Below are records to transcribe in full and unchanged; omit every picture.

......

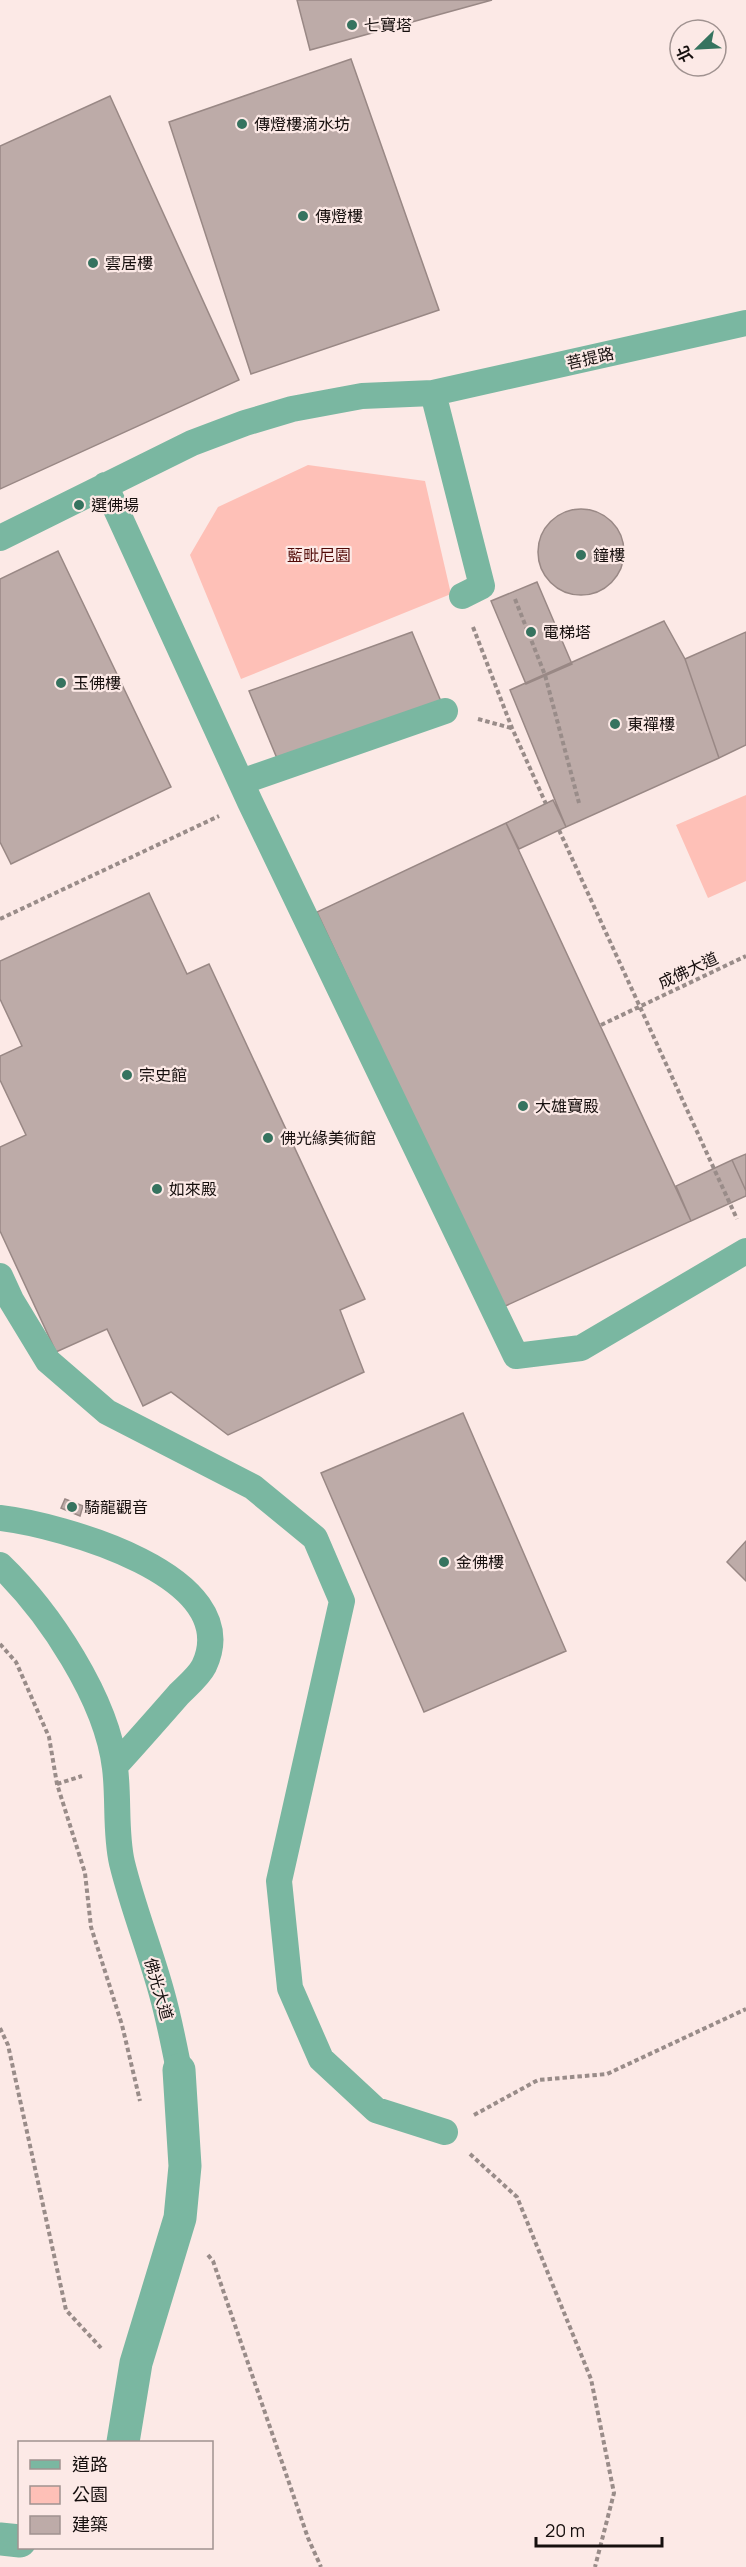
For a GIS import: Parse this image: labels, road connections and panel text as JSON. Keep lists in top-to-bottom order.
{
  "streets": {
    "street": ["佛光大道"],
    "lane": ["菩提路"],
    "path": ["成佛大道"]
  },
  "parks": ["藍毗尼園"],
  "places": [
    "七寶塔",
    "傳燈樓滴水坊",
    "傳燈樓",
    "雲居樓",
    "選佛場",
    "鐘樓",
    "電梯塔",
    "玉佛樓",
    "東禪樓",
    "宗史館",
    "大雄寶殿",
    "佛光緣美術館",
    "如來殿",
    "騎龍觀音",
    "金佛樓"
  ],
  "legend": ["道路", "公園", "建築"],
  "scale_bar": "20 m",
  "north": "bottom left"
}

......

Response to the task =
For a GIS import: Parse this image: labels, road connections and panel text as JSON. Keep lists in top-to-bottom order.
{
  "streets": {
    "street": ["佛光大道"],
    "lane": ["菩提路"],
    "path": ["成佛大道"]
  },
  "parks": ["藍毗尼園"],
  "places": [
    "七寶塔",
    "傳燈樓滴水坊",
    "傳燈樓",
    "雲居樓",
    "選佛場",
    "鐘樓",
    "電梯塔",
    "玉佛樓",
    "東禪樓",
    "宗史館",
    "大雄寶殿",
    "佛光緣美術館",
    "如來殿",
    "騎龍觀音",
    "金佛樓"
  ],
  "legend": ["道路", "公園", "建築"],
  "scale_bar": "20 m",
  "north": "bottom left"
}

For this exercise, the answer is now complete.